Help me - am I stupid


I bought a cd player recently - a a CAyin CS55 CD - I got it with the option allowing music from a computer - ie - it is a DAC. 

now it says in the manual it can take up to 24bit 192 KHZ files but not DSD

what does that mean and where can I get the best quality downloads.

thanks


lohanimal

Showing 3 responses by mzkmxcv

1) Upsampling helps by lessening the need for steep filters (for CD quality, filtering out everything over 22050Hz), it can also help reduce jitter depending on the implementation. Many DACs do this natively, so I wouldn’t do it on your own.

2) You can’t know what the original master track was done at, but it really shouldn’t matter. However, there are instances of sites selling copies higher than the master is in.

3) No, ~100kHz is the limit for peak performance for a DAC, Benchmark actually downconverts 192kHz files in order to get better performance (you can’t hear above 20kHz anyway so you won’t notice the difference).

That being said, and I’ve argued with a few people hear, DSD has no benefits that I know of and there is no need to go higher than 44100Hz as most DACs upsample themselves and better ones deal with intersample overs. And unless you have a dead (heavily treated) space, there is no benefit to listening to 24Bit, especially if we are talking 16Bit that has been dithered and noise-shaped.  

For fun, try and see if you can tell 16Bit apart from 8Bit with music playing. Now, that’s to show that music can do well in masking a high noise floor, but that’s not to say you can’t tell the difference between 16Bit and 8Bit when music isn’t playing, check this out, you can clearly hear that 8Bit is much worse, the site also lets you hear what dithering and noise-shaping does (keep in mind it’s demoing it for 8Bit).
@lohanimal

The auditory recall for humans is about 10sec, so hearing “benefits” over time does not exist, what people generally hear is simple the nuances in the music they missed before, which is why people suggest demoing with songs who know like the back of your hand, it’s also why the headphone burn-in myth exists. If I played the same track 5 times for a group of people and told them I changed something, it’s bound to happen that someone will say they heard a difference.

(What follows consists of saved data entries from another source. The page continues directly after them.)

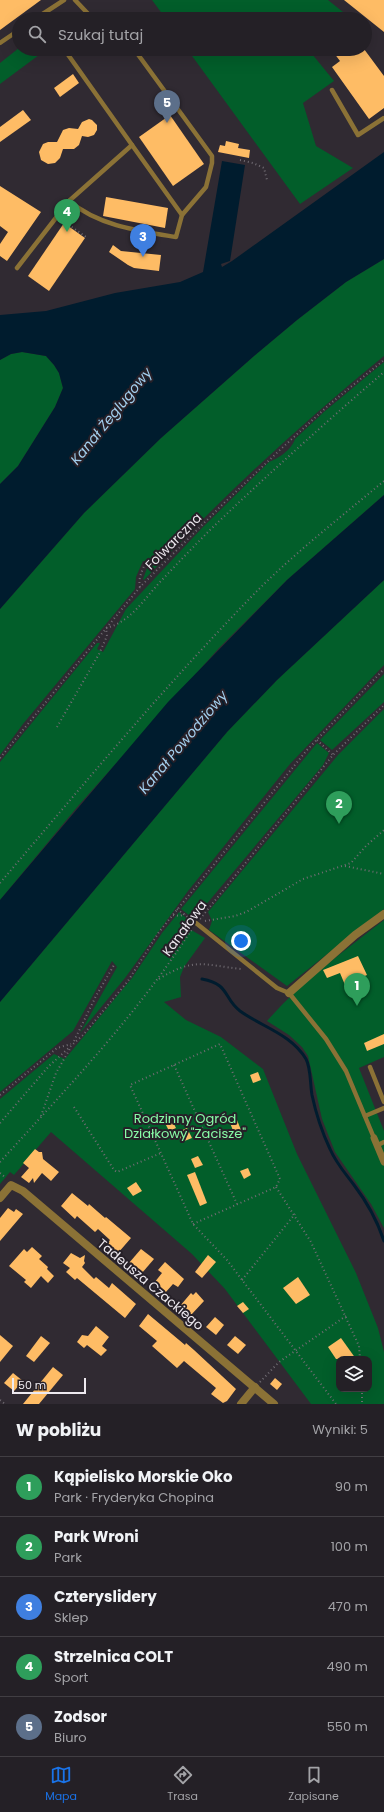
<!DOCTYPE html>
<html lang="pl">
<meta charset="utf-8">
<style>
body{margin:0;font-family:Poppins,sans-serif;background:#302d32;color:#f1f3f6}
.controls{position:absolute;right:12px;bottom:12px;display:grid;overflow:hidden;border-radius:8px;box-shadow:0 4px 16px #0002}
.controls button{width:36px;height:36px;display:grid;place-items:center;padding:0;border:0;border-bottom:1px solid #413e43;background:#242026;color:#f1f3f6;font:20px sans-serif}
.scale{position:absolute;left:12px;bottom:10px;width:74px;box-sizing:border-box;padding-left:4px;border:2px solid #ede9ef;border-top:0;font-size:11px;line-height:14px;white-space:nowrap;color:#ede9ef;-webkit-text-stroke:3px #262028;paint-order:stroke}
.you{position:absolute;left:241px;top:941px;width:14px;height:14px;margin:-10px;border:3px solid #fff;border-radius:50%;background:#1a73e8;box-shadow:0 0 0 6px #1a73e833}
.badge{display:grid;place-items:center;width:26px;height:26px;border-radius:50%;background:#1a73e8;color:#fff;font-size:13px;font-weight:700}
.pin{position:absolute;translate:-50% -33px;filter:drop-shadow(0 1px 2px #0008)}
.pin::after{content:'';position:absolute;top:21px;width:14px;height:12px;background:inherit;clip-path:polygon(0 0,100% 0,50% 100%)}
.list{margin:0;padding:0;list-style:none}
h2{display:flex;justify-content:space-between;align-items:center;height:52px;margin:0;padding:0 16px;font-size:17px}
h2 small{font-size:13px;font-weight:400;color:#a3a3a7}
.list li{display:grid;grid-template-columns:26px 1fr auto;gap:12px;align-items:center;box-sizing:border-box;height:60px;padding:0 16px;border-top:1px solid #413e43}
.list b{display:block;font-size:15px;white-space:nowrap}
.list p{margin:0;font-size:13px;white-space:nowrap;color:#a3a3a7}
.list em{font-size:13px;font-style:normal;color:#a3a3a7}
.icon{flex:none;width:22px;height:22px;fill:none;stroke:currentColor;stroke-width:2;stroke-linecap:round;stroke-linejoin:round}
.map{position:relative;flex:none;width:384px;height:1404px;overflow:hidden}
.search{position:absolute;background:#242026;box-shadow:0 4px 16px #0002;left:12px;right:12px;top:12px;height:44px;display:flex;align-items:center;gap:10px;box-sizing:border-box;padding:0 14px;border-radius:22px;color:#a3a3a7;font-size:15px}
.sheet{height:352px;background:#242026}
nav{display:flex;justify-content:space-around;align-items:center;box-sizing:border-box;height:56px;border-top:1px solid #413e43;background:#242026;font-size:11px;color:#a3a3a7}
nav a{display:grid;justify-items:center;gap:2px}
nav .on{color:#1a73e8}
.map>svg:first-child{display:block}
.green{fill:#025e2a;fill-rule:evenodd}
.water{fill:#001c2e}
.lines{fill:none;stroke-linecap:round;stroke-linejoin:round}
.stream{stroke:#001c2e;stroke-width:3}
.building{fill:#febc65}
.path{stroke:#726d74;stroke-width:2;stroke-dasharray:1 3;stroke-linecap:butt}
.service{stroke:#8b7236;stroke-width:4.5}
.pedestrian{stroke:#8b7236;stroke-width:7}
.minor{stroke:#8b7236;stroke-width:8}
.labels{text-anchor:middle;stroke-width:4;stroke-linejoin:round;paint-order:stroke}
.street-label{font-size:13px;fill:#ede9ef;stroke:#262028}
.park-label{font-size:13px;fill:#88fca7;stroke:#262028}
.water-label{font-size:14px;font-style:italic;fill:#a3cfee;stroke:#262028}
</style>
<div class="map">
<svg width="384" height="1404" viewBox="0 0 384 1404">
<rect width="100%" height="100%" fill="#302a32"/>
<g class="green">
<polygon points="152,0 328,0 343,12 333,19 166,19"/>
<polygon points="19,48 47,49 0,84 0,63"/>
<polygon points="187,49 308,49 334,81 303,103 316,146 353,168 300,204"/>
<path d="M384 259V356C299 425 219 500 144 580L143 579 149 563 143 561 136 577 135 589 23 724 0 755V609L84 513 161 438 254 356 297 320 346 282Z"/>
<polygon points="22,352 46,356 54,365 59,373 63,388 55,407 18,466 0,484 0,360 11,354"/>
<path d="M384 362V495L287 580 219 648 78 806 0 900V762L97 643H100L97 649 103 652 126 609 202 528 269 462C278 459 292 449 295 439L325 411Z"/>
<polygon points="384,580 384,665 290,764 188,891 125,978 80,1033 117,967 112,961 73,1031 0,1092 0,1002 227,732 277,680"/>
<polygon points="384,674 384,702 332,750 320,740"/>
<polygon points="384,709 384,909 287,986 209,930 212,921 208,912 338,755"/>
<polygon points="317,743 329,753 323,765 194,919 181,909"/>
<path d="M179 912 191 922 188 928 205 938 184 967 180 977 181 997 164 1002 186 1020 221 1037 263 1069 297 1154 356 1273 378 1328 384 1352V1404H311L225 1289 192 1254 51 1132 14 1175 10 1172 0 1184V1099L54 1054 65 1059 132 978 162 933ZM339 1359H369V1389H339Z"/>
<path d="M384 920V1057L359 1068 384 1131V1228L371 1204 335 1152 322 1119 308 1056 302 1047 289 1035 267 1021C301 982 343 952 384 920Z"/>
</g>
<g class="water">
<polygon points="384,152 384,259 346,282 297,320 254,356 161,438 84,513 0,609 0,484 18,466 55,407 63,388 59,373 54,365 46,356 22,352 11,354 0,360 0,315 46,311 115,293 180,282 203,272 222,161 245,165 230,261 221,264 222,267 232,261"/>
<polygon points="384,495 384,580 277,680 227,732 0,1002 0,900 168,702 287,580"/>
</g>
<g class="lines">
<path class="stream" d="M202 979C230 984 223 998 240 1011 262 1027 291 1034 306 1059 311 1068 310 1084 312 1095 316 1114 322 1132 330 1149 336 1163 345 1173 354 1185 367 1202 377 1220 384 1241"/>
</g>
<g class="building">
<polygon points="0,0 41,0 0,30"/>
<polygon points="344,0 384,0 384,32"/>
<polygon points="331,49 364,49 384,76 384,108 369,119 332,67 340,61"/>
<polygon points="73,74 79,83 60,97 54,88"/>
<polygon points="23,110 31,120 0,142 0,127"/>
<polygon points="170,115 204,164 173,186 139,137"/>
<polygon points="89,119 92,120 97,125 97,130 94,135 88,137 82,136 79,145 74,149 63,149 60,158 55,163 48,164 41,160 39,152 43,144 48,142 57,142 63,130 69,128 78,129 82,122"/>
<polygon points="226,141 239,144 238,148 250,150 249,158 218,152 220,145 225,146"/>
<polygon points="0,186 41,212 7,261 0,256 0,244 8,232 0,226"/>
<polygon points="106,197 168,208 165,228 103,216"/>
<polygon points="64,223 85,238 49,291 28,276"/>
<polygon points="113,245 121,251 161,255 159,271 134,268 128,265 109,252"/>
<polygon points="358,956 367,975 345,985 340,973 327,978 323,970"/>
<polygon points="384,1034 384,1044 367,1051 364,1043"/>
<polygon points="258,1072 261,1080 253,1083 250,1075"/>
<polygon points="171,1118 176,1128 169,1131 164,1121"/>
<polygon points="237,1120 241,1130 234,1133 230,1123"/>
<polygon points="187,1128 192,1138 182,1142 178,1132"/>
<polygon points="35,1149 39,1152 42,1152 43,1159 59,1172 51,1181 42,1173 34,1183 33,1178 29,1183 21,1177 29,1168 23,1163"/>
<polygon points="198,1156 203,1165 195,1168 191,1159"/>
<polygon points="248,1168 251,1175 244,1179 240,1171"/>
<polygon points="195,1172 207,1203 200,1206 187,1175"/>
<polygon points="136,1182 142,1191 133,1196 127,1188"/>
<polygon points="72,1193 88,1206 89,1204 105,1218 106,1217 131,1238 118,1253 107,1244 110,1240 98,1229 95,1232 77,1216 75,1219 61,1206"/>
<polygon points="8,1208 14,1212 16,1209 23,1214 0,1241 0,1218"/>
<polygon points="32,1247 42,1256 39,1259 48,1267 47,1269 54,1276 48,1283 41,1276 31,1288 24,1282 26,1280 9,1266 24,1249 27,1252"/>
<polygon points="141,1249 154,1259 142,1273 129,1263"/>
<polygon points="71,1253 80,1258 85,1255 84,1261 85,1263 82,1267 94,1279 96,1277 109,1288 112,1283 136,1304 125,1318 77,1278 75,1280 66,1272 70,1268 63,1263"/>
<polygon points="208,1255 216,1262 202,1278 195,1272"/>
<polygon points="165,1262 184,1279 178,1287 173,1284 165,1293 154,1283 162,1273 158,1270"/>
<polygon points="298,1277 310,1295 296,1304 283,1288"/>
<polygon points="196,1292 204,1301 191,1315 180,1306 191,1293 193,1295"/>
<polygon points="243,1302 249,1309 243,1313 237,1306"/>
<polygon points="148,1314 185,1345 186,1343 194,1350 236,1389 227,1401 223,1403 211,1394 216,1388 184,1361 177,1368 152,1346 157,1341 139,1326"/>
<polygon points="215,1317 224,1325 216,1335 206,1327"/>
<polygon points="96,1326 109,1337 102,1346 107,1350 101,1356 87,1345 84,1348 77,1342 82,1335 88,1336"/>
<polygon points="0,1335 13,1346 0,1362"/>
<polygon points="41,1336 50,1343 34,1362 26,1356"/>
<polygon points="235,1336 246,1345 238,1354 227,1345"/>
<polygon points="341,1338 356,1359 336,1359 328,1347"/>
<polygon points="53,1367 63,1375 39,1404 23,1404"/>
<polygon points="13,1373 23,1381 14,1391 4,1383"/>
<polygon points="275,1378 282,1384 277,1390 270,1384"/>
</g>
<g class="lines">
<g class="path">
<polyline points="240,160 253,163 264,168 267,180"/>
<polyline points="62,220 86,237"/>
<path d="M140 587C138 578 142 571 146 562"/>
<path d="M57 727 99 654 107 636 106 628C131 622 144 599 160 582 177 564 194 546 211 529 267 475 325 423 384 372"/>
<polyline points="317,740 333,755"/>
<polyline points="0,758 140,587 225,502 282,448 331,403 384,360"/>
<polyline points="345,866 384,874"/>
<path d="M0 883C84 784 167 683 258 590 297 551 342 516 384 481"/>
<polyline points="177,909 190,919"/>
<polyline points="173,915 180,916 185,914"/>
<polyline points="200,919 333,755 384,705"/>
<polyline points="205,921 235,916 246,912 303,879 351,863 366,846 384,830"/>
<path d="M159 979C194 957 204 965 241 969"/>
<polyline points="74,1041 96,996 114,965"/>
<polyline points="174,1065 237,1204"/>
<polyline points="0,1095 57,1048 71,1044"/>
<polyline points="74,1107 114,1170 117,1172 161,1153"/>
<polyline points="41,1116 56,1073 71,1047"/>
<polyline points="0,1123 49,1066 83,1035 128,981 159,932 307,750 384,669"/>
<path d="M0 1162C69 1086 136 1016 192 929"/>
<polyline points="0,1173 6,1178"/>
<polyline points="276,1187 311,1242 359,1346 360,1359"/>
<polyline points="193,1224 276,1187 280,1179 220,1044 130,1085 193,1224 227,1260 336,1404"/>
<polyline points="242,1280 295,1214"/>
<polyline points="260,1382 279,1362 346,1316"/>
<polyline points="362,1389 362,1404"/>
<polyline points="0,1400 5,1404"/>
</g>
<g class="service">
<polyline points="75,0 93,19"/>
<polyline points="35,19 64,0"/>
<polyline points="0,43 19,30"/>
<polyline points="332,90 358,135 384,118"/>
<polyline points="132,145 182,215"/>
<path d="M69 201C99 226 139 231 176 237L182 215 206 187 212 163V156L134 49"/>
<polyline points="17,268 69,201 132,145 64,49"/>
<polyline points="196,923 277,988 289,993 326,1039 346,1071 374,1138"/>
<polyline points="370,1067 384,1102"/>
<polyline points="365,1116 384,1108"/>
<polyline points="378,1145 384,1142"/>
</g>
<polyline class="pedestrian" points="374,1138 384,1162"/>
<g class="minor">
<polyline points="289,993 355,935 384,914"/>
<polyline points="0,1198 11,1185 23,1191 274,1404"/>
<polyline points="241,1404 255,1387"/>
</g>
</g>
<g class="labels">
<g class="street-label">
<text transform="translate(173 541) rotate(-45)" y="5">Folwarczna</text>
<text transform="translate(184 928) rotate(-54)" y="5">Kanałowa</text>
<text transform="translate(151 1284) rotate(40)" y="5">Tadeusza Czackiego</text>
</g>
<g class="park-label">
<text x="185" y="1123">Rodzinny Ogród<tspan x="185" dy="15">Działkowy "Zacisze"</tspan></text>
</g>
<g class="water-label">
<text transform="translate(111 416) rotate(-51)" y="5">Kanał Żeglugowy</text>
<text transform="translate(183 742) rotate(-50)" y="5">Kanał Powodziowy</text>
</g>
</g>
</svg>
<div class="controls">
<button><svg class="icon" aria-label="layers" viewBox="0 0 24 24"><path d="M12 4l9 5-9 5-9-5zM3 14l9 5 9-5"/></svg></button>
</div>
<div class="scale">50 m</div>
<div class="you"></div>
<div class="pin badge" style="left:357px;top:1006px;background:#2e9e5b">1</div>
<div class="pin badge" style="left:339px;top:824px;background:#2e9e5b">2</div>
<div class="pin badge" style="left:143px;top:257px;background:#3f7fe0">3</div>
<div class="pin badge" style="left:67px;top:232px;background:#2e9e5b">4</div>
<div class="pin badge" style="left:167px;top:123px;background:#5c6f8a">5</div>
<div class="search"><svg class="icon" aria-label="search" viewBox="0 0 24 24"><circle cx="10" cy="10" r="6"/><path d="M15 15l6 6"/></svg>Szukaj tutaj</div>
</div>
<section class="sheet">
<h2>W pobliżu<small>Wyniki: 5</small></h2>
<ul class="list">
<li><span class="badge" style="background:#2e9e5b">1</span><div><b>Kąpielisko Morskie Oko</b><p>Park · Fryderyka Chopina</p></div><em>90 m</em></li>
<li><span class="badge" style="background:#2e9e5b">2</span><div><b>Park Wroni</b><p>Park</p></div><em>100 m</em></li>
<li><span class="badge" style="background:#3f7fe0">3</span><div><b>Czteryslidery</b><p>Sklep</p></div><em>470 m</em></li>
<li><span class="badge" style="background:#2e9e5b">4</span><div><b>Strzelnica COLT</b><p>Sport</p></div><em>490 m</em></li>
<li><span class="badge" style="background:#5c6f8a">5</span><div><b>Zodsor</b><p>Biuro</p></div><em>550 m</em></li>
</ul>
</section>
<nav>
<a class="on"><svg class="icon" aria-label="map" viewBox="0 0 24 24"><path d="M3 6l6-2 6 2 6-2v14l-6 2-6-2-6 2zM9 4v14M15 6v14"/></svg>Mapa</a>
<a><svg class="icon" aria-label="directions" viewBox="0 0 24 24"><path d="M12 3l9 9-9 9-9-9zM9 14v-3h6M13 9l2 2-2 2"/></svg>Trasa</a>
<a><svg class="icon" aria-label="saved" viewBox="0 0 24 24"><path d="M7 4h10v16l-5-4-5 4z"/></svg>Zapisane</a>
</nav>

The only possible benefit (see caveat in below paragraph) for higher than 44.1 is if your DACs digital filter does not perform well enough to filter out the audio above Nyquist, even though even “cheap” DACs usually don’t alter anything below 19kHz.

However, due to how MQA works, if your DAC is MQA compatible and it doesn’t use different filters for the format, then there may be some benefit to going 96kHz. If you look at the Mytek Liberty’s response with 44.1kHz (for a reference to a good response, see the Chord Qutest), you see higher aliasing occurring, which may drive your speakers into distorting (same probability with vinyl), depending on how well the tweeter handles high frequency (as well as your pre-amp and amp).

I see no benefit to MQA over lossless PCM, any seeing how most DACs that support MQA also degrades PCM performance (which is one reason why some people may hear a difference going from PCM to MQA on the same DAC), I choose not to get a DAC that supports MQA.
By analog you mean vinyl? If so, CD has far better dynamic range and accuracy, it only loses to vinyl in terms of ultra-sonics (but I guess you can then say vinyl loses to 16/96 to 24/96 in that same regard), which while you can’t hear may cause the tweeters to distort.

There are no nuances that CD misses, 44.1kHz by proven by Nyquist-Shannon captures the 0Hz to 22050Hz range with 100% accuracy, not even 0.0000000...0001% loss.

I know some people who prefer the static of FM radio over the clean sound of CD, so while vinyl isn’t that poor, maybe it’s a similar thing for you.